*** Records supplied Section Begins ***

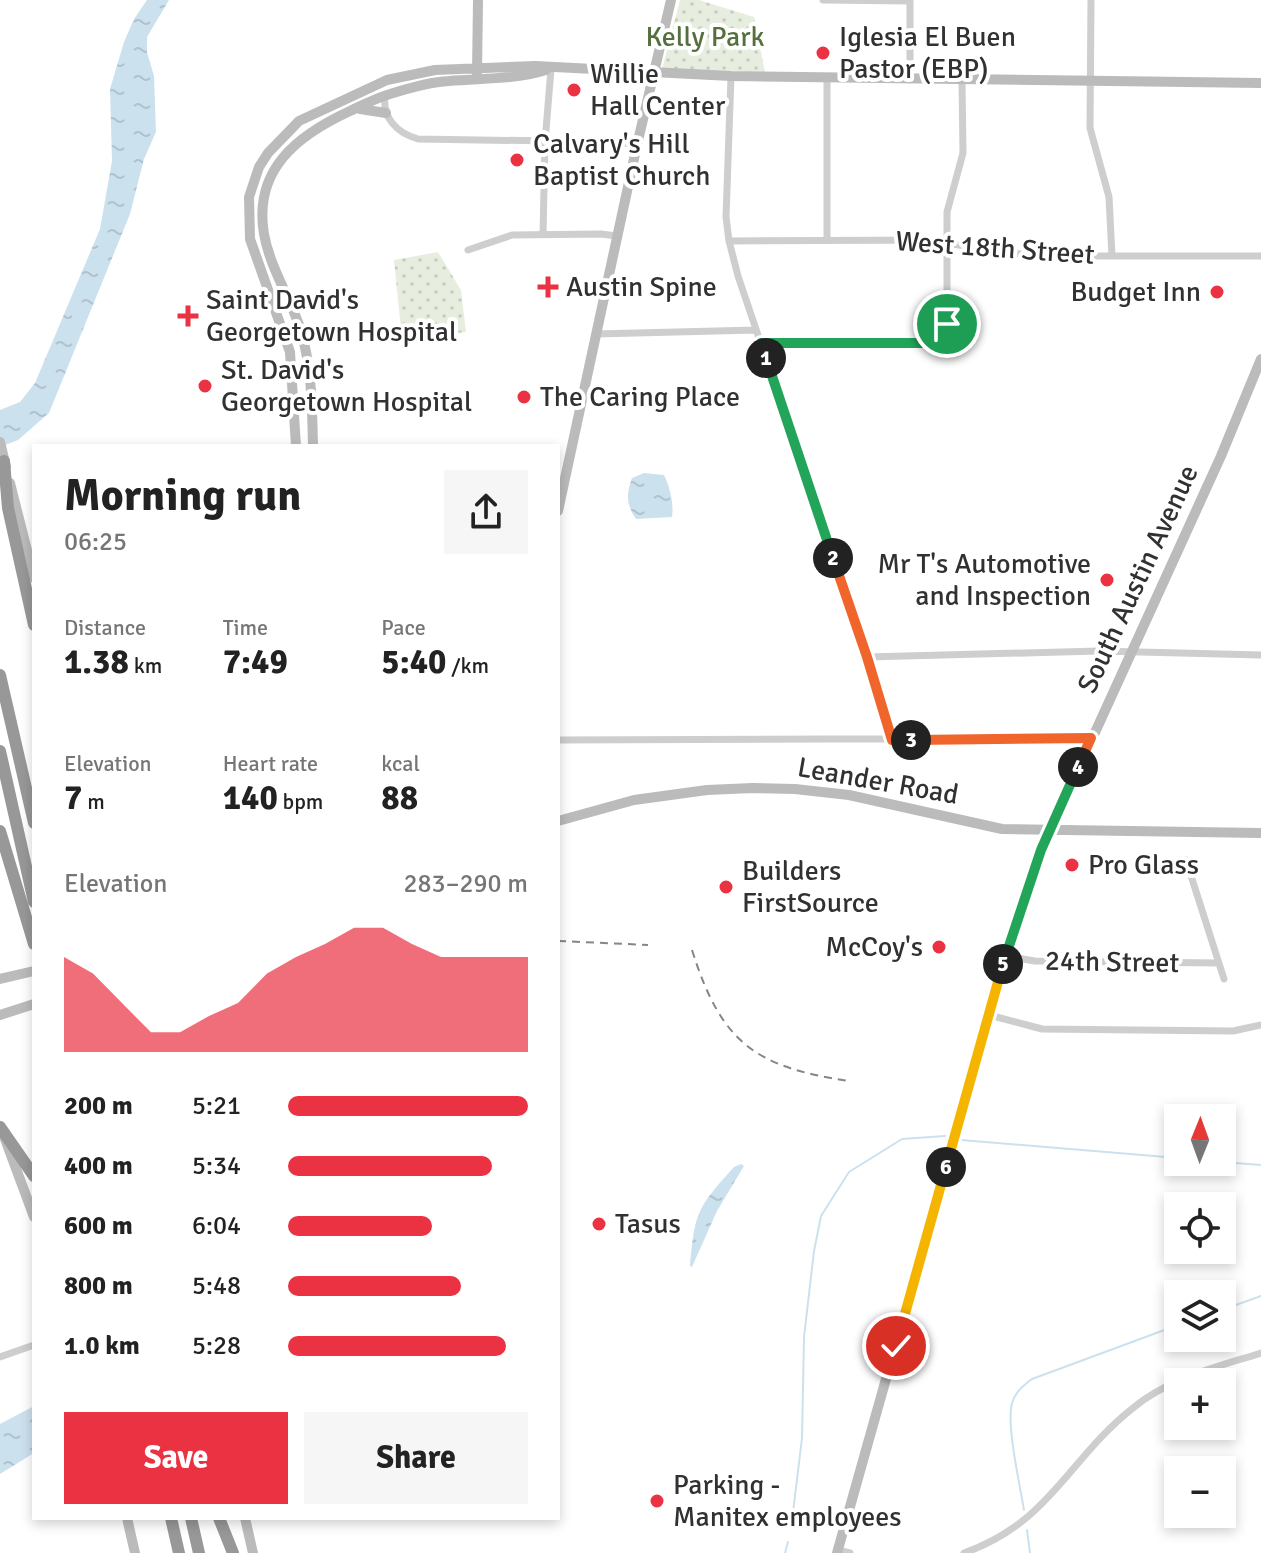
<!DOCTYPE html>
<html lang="en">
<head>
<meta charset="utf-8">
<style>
	:root { --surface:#fff; --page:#f6f6f6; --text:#222; --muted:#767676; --accent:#ea3243 }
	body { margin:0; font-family:Signika,sans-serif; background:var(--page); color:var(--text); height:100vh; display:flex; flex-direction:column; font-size:30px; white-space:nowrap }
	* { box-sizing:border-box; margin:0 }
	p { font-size:26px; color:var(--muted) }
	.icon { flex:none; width:44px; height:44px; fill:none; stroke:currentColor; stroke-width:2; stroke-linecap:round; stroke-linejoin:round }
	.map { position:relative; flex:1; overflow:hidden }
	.details { position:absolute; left:32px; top:444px; width:528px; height:1076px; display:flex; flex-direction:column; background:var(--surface); border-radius:0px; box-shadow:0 4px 12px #0003 }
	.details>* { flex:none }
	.needle { width:52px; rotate:1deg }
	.controls { position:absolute; left:1164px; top:1104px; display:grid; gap:16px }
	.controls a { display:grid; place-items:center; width:72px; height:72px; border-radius:0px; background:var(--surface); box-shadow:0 4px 12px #0003; font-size:40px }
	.pin { position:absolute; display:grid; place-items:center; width:68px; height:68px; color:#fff; margin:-34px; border:4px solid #fff; border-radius:50%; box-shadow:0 2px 8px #0007 }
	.km { position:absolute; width:40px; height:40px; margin:-20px; border-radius:50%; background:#222; color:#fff; font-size:22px; line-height:40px; text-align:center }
	.round { display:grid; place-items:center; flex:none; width:84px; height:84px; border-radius:0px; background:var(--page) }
	.overview { display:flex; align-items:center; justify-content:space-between; height:136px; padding:0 32px }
	h1 { font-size:44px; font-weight:700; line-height:60px }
	.stats { display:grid; grid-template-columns:repeat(3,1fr); gap:12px; height:136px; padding:8px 32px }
	.stats div { display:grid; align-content:center }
	.stats b { font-size:34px; font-weight:700 }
	.stats small { font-size:22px; font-weight:400 }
	.stats p { font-size:22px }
	.chart { height:224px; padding:16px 32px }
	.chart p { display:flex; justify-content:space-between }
	.chart svg { width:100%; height:144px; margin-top:8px; fill:var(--accent); opacity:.7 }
	.button { display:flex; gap:16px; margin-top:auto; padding:16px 32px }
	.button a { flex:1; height:92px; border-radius:0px; background:var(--accent); color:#fff; font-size:32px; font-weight:700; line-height:92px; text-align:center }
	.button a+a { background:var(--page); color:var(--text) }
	ul { padding:0 32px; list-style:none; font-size:26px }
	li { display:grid; grid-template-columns:128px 96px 1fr; align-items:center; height:60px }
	li i { height:20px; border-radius:10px; background:var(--accent) }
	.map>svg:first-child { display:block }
</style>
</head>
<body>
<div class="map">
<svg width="1261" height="1553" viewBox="0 0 1261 1553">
	<defs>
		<pattern id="grass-dots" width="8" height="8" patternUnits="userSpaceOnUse" patternTransform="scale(2)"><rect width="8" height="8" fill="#e8eedf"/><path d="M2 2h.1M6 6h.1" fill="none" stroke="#c7cdc0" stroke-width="1.8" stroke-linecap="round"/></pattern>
		<pattern id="water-ripples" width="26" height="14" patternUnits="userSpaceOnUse" patternTransform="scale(2)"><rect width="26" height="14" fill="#cce1ee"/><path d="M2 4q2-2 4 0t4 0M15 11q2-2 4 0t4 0" fill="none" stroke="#b0c2cd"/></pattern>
	</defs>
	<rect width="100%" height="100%" fill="#fff"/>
	<path fill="url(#grass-dots)" d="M680,0H699L754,17L765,72L662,69Z
		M438,252L461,290L466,332L402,340L394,260Z"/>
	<path fill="url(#water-ripples)" d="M147,0H169L147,37V52L154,76L156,132L144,159L130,214L49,413L18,440L0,447V410L20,402L35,383L100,229L112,161L110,89L124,42L134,19Z
		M644,473L664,475C670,487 674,504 672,517L636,519C626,504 626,495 632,478Z
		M741,1164L744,1166L717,1211L692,1267L690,1266C695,1212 697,1208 734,1167Z
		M34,1406V1453L0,1474V1424Z"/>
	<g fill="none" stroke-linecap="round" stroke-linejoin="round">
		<path stroke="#cce1ee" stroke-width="2" d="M961,1140L1178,1158
			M1222,1162L1261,1165
			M1222,1310L1261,1296
			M1024,1510C1020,1485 1006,1425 1012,1403C1015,1392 1024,1385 1032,1379L1178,1325
			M791,1529L802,1438L804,1337L814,1251L821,1216L849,1172L902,1139L945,1136
			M1027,1530L1030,1553
			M785,1553L788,1542"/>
		<path stroke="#cecece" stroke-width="7" d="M823,0L910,1
			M910,0V80
			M1091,0L1090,128L1109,197L1112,256
			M731,76L726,217L729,241L738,276L867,657L892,740
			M827,78V240
			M385,95C382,118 397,133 418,139L618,142L637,145
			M543,234L545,142L551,69
			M729,241L930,240L993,251L1039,256H1261
			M468,250L512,235L601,234L617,236
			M596,334L756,330
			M761,343L911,345C934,343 946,338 947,312V212L963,153L962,81
			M867,657L1099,651L1261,655
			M558,740L1091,738
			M1186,860L1224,979
			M1005,956L1035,961L1219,963
			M989,1015L1042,1029L1233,1031L1261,1025
			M0,1357L34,1345
			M838,1550L850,1553
			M964,1553C1051,1522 1068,1459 1133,1408C1169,1378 1217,1367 1261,1353"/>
		<path stroke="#bbb" stroke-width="10" d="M477,74L478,0
			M360,109L386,113
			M0,442L6,467
			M296,446L290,352L250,239L249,197L259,167L268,153L299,121L387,80L435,70L535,66L731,76L1261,83
			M313,446C312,407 312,369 301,331C291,299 270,268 264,234C253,169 298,135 350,111C363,105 376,98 390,94C409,88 429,82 449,81C482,78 514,80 546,70
			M10,483L34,578
			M558,511L637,145L671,0
			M558,821L634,800L707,790L753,788L795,789L849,795L1002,829L1261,833
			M0,979L34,971
			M0,1015L34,1004
			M5,1139L34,1217
			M127,1518L135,1553
			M245,1518L253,1553
			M837,1553L1005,956L1041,851L1221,456L1261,359"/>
		<path stroke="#989898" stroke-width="12" d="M4,461L8,508L34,625
			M0,675L34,823
			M0,751L34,902
			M0,831L34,944
			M0,1127L34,1176
			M171,1518L179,1553
			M191,1518L199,1553
			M219,1518L233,1553"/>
		<path stroke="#868686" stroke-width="2" stroke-dasharray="8 6" stroke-linecap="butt" d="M558,941L648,945
			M692,950C721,1042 754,1067 849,1081"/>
	</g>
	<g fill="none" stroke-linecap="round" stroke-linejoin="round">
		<g stroke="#fff" stroke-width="16">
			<path id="split-1" d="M766,358L761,343H930L942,335L947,324"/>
		</g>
		<g stroke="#fff" stroke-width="16">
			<path id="split-2" d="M766,358L833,558"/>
		</g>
		<g stroke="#fff" stroke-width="16">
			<path id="split-3" d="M833,558L867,657L892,740H911"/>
		</g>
		<g stroke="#fff" stroke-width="16">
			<path id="split-4" d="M911,740L1091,738L1078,767"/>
		</g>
		<g stroke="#fff" stroke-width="16">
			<path id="split-5" d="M1003,964L1041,850L1078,767"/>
		</g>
		<g stroke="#fff" stroke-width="16">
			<path id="split-6" d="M946,1167L1003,964"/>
		</g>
		<g stroke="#fff" stroke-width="16">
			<path id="split-7" d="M896,1346L946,1167"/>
		</g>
		<use href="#split-1" stroke="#22a559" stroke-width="10"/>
		<use href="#split-2" stroke="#22a559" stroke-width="10"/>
		<use href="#split-3" stroke="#f0652b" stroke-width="10"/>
		<use href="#split-4" stroke="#f0652b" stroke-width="10"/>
		<use href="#split-5" stroke="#22a559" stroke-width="10"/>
		<use href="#split-6" stroke="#f5b400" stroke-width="10"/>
		<use href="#split-7" stroke="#f5b400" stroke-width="10"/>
	</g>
	<g fill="#ea3243" stroke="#fff" stroke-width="3">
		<circle cx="823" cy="53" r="8"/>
		<circle cx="574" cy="90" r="8"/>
		<circle cx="517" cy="160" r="8"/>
		<path d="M544 275h8v8h8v8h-8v8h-8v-8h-8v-8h8z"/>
		<circle cx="1217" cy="292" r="8"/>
		<path d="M184 304h8v8h8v8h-8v8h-8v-8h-8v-8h8z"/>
		<circle cx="205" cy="386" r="8"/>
		<circle cx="524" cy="397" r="8"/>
		<circle cx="1107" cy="580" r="8"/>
		<circle cx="1072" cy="865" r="8"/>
		<circle cx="726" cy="887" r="8"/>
		<circle cx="939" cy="947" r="8"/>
		<circle cx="599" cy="1224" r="8"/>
		<circle cx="657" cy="1501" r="8"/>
	</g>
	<g text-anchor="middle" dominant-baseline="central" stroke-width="8" stroke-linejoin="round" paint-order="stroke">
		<g font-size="28" fill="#556f3d" stroke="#fff">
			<text x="705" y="37">Kelly Park</text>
		</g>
		<g font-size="28" fill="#313131" stroke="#fff" text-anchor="start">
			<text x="839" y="37">Iglesia El Buen<tspan x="839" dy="32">Pastor (EBP)</tspan></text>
			<text x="590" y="74">Willie<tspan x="590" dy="32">Hall Center</tspan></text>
			<text x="533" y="144">Calvary's Hill<tspan x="533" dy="32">Baptist Church</tspan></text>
			<text x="566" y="287">Austin Spine</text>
			<text x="1201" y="292" text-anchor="end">Budget Inn</text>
			<text x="206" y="300">Saint David's<tspan x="206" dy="32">Georgetown Hospital</tspan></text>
			<text x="221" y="370">St. David's<tspan x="221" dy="32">Georgetown Hospital</tspan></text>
			<text x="540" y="397">The Caring Place</text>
			<text x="1091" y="564" text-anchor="end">Mr T's Automotive<tspan x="1091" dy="32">and Inspection</tspan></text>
			<text x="1088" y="865">Pro Glass</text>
			<text x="742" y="871">Builders<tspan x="742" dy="32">FirstSource</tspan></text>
			<text x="923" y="947" text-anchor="end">McCoy's</text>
			<text x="615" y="1224">Tasus</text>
			<text x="673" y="1485">Parking -<tspan x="673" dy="32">Manitex employees</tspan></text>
		</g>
		<g font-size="28" fill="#313131" stroke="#fff">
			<text transform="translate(995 248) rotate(4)">West 18th Street</text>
			<text transform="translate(1138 579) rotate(-65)">South Austin Avenue</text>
			<text transform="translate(878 781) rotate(10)">Leander Road</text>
			<text transform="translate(1112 962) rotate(1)">24th Street</text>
		</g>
	</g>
</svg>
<div class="controls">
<a><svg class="needle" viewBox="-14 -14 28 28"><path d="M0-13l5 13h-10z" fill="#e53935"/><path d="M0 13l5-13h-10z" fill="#767676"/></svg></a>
<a><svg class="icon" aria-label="locate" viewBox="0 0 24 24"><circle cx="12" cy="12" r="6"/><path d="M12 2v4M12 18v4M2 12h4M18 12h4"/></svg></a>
<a><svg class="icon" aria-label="layers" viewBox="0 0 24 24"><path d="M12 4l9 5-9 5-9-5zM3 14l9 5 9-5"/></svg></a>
<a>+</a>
<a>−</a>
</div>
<div class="pin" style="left:947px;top:324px;background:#1e9e55"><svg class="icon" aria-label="arrive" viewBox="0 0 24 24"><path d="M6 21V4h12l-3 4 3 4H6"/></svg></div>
<div class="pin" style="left:896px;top:1346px;background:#d93025"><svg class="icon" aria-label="check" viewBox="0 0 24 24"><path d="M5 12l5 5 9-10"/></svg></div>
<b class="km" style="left:766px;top:358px">1</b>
<b class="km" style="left:833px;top:558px">2</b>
<b class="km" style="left:911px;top:740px">3</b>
<b class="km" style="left:1078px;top:767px">4</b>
<b class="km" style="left:1003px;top:964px">5</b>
<b class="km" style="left:946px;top:1167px">6</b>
<section class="details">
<div class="overview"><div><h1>Morning run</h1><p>06:25</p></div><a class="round"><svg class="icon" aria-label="share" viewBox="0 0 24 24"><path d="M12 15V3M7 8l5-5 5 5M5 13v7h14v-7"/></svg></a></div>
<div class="stats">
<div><p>Distance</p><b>1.38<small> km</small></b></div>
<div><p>Time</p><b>7:49</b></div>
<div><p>Pace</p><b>5:40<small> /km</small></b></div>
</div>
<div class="stats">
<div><p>Elevation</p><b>7<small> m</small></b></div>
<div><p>Heart rate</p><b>140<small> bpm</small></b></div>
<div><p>kcal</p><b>88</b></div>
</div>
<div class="chart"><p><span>Elevation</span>283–290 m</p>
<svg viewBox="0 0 160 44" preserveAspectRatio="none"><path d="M0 44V15L10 20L20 29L30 38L40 38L50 33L60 29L70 20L80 15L90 11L100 6L110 6L120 11L130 15L140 15L150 15L160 15V44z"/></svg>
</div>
<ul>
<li><b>200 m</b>5:21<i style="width:100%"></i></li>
<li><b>400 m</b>5:34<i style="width:85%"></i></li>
<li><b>600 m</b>6:04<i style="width:60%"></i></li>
<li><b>800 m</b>5:48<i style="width:72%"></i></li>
<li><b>1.0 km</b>5:28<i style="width:91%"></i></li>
</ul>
<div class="button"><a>Save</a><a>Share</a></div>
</section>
</div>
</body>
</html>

*** Records supplied Section Ends ***

### Description of the task
Could the lines from the first entry through the line that contains "position:absolute; display:grid; place-items:center;" be copied exactly, with all pictures left out?

### Written solution
<!DOCTYPE html>
<html lang="en">
<head>
<meta charset="utf-8">
<style>
	:root { --surface:#fff; --page:#f6f6f6; --text:#222; --muted:#767676; --accent:#ea3243 }
	body { margin:0; font-family:Signika,sans-serif; background:var(--page); color:var(--text); height:100vh; display:flex; flex-direction:column; font-size:30px; white-space:nowrap }
	* { box-sizing:border-box; margin:0 }
	p { font-size:26px; color:var(--muted) }
	.icon { flex:none; width:44px; height:44px; fill:none; stroke:currentColor; stroke-width:2; stroke-linecap:round; stroke-linejoin:round }
	.map { position:relative; flex:1; overflow:hidden }
	.details { position:absolute; left:32px; top:444px; width:528px; height:1076px; display:flex; flex-direction:column; background:var(--surface); border-radius:0px; box-shadow:0 4px 12px #0003 }
	.details>* { flex:none }
	.needle { width:52px; rotate:1deg }
	.controls { position:absolute; left:1164px; top:1104px; display:grid; gap:16px }
	.controls a { display:grid; place-items:center; width:72px; height:72px; border-radius:0px; background:var(--surface); box-shadow:0 4px 12px #0003; font-size:40px }
	.pin { position:absolute; display:grid; place-items:center; width:68px; height:68px; color:#fff; margin:-34px; border:4px solid #fff; border-radius:50%; box-shadow:0 2px 8px #0007 }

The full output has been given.